Medway High to Hold Civics Day March 16th

J.D. O’Gara
Issue Date: 
March, 2018
Article Body: 

This month, on March 16th, Medway High School students will have a chance to learn about civics, thanks to Aubree Rojee, social studies teacher Educational Leader for the Humanities at Medway High School.
“We have always wanted to better support our student population in civic engagement,” says Rojee. “The town of Medway has some phenomenal leaders in it, and we wanted to build an environment in which students (learn to) live locally, but think globally and ethically.”
Rojee designed an event for students in which they could meet face-to-face with leaders in their community.
The keynote speaker for the day will be Representative Jeff Roy, but the event will also feature Medway players from Selectmen, Town Administrator, Town Clerk and School Committee members to members of various committees such as Open Spaces, Parks and Recreation, and the Medway Business Council.
During one half of the day, says Rojee, half the school will attend the keynote address, while the other half will be engaged in various simulations. Later, the groups will switch. Students will also participate in a local government “quiz bowl,” says Rojee.
The simulations will run the gamut, says Rojee. “They are topics (students) have to support or figure out a plan for – everything from changing our school start time to a plastic bag ban. In one a student will pretend to run for office.”
For the school start time simulation, students might meet with the town finance director to talk about how start times impact bussing, meet with the superintendent on what state law requires regarding time and learning.

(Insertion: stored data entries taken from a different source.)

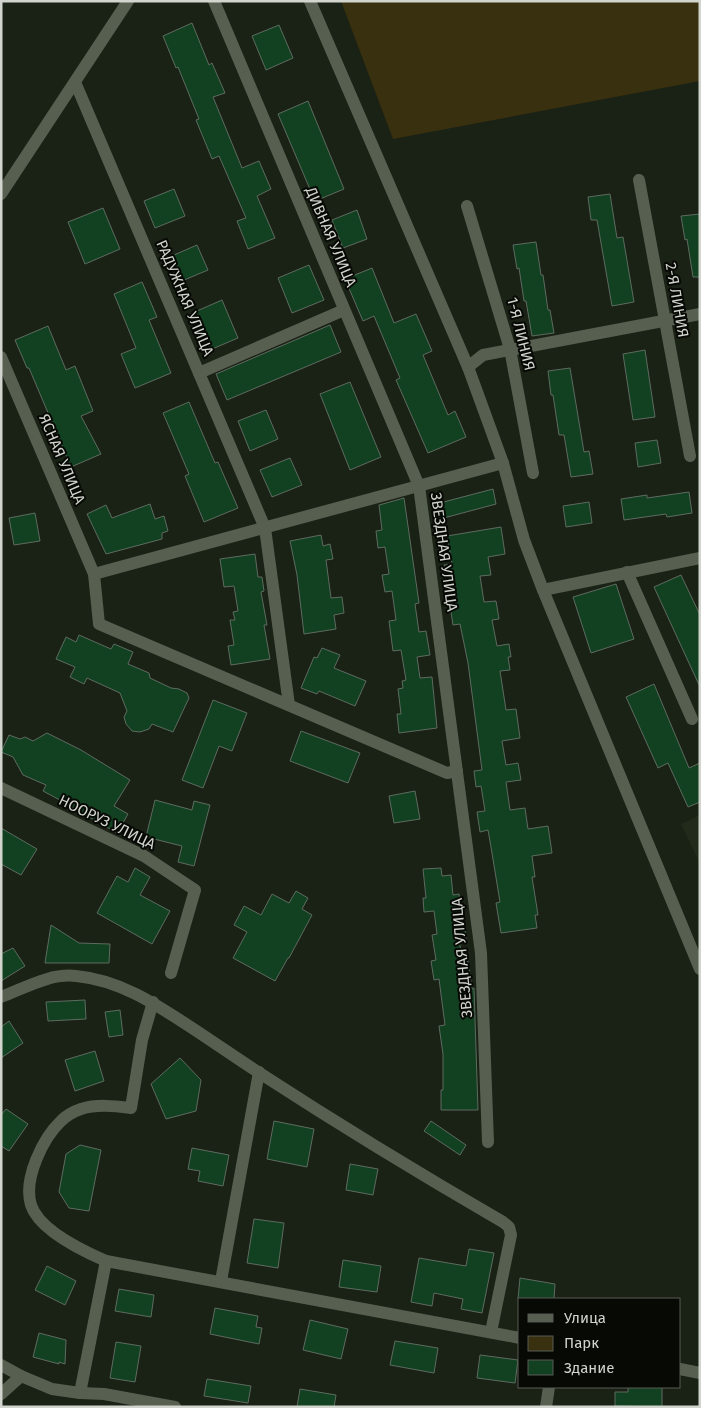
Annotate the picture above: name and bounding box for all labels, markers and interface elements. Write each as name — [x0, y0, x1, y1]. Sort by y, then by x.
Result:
street label: ДИВНАЯ УЛИЦА — [301, 183, 360, 290]
street label: РАДУЖНАЯ УЛИЦА — [152, 237, 218, 359]
street label: 2-Я ЛИНИЯ — [662, 261, 692, 339]
street label: 1-Я ЛИНИЯ — [503, 295, 539, 373]
street label: ЯСНАЯ УЛИЦА — [35, 411, 89, 507]
street label: ЗВЕЗДНАЯ УЛИЦА — [427, 491, 461, 613]
street label: НООРУЗ УЛИЦА — [56, 791, 159, 853]
street label: ЗВЕЗДНАЯ УЛИЦА — [448, 897, 476, 1019]
legend — [518, 1298, 681, 1388]
text: Улица — [564, 1309, 606, 1327]
text: Парк — [564, 1334, 599, 1352]
text: Здание — [564, 1359, 614, 1377]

They will meet with local government members to talk about how those areas would respond.
Similarly, with the plastic bag ban simulation, students might meet with Selectmen and the Medway Business Council.
“We teach them all the considerations they’d need to make about their change, or tell them what they need to move forward,” says Rojee.
The event, says Rojee, “is something I’ve always had a dream to do, but we’ve also seen students becoming more and more active and interested in politics and the world around them, so we wanted to seize that enthusiasm.”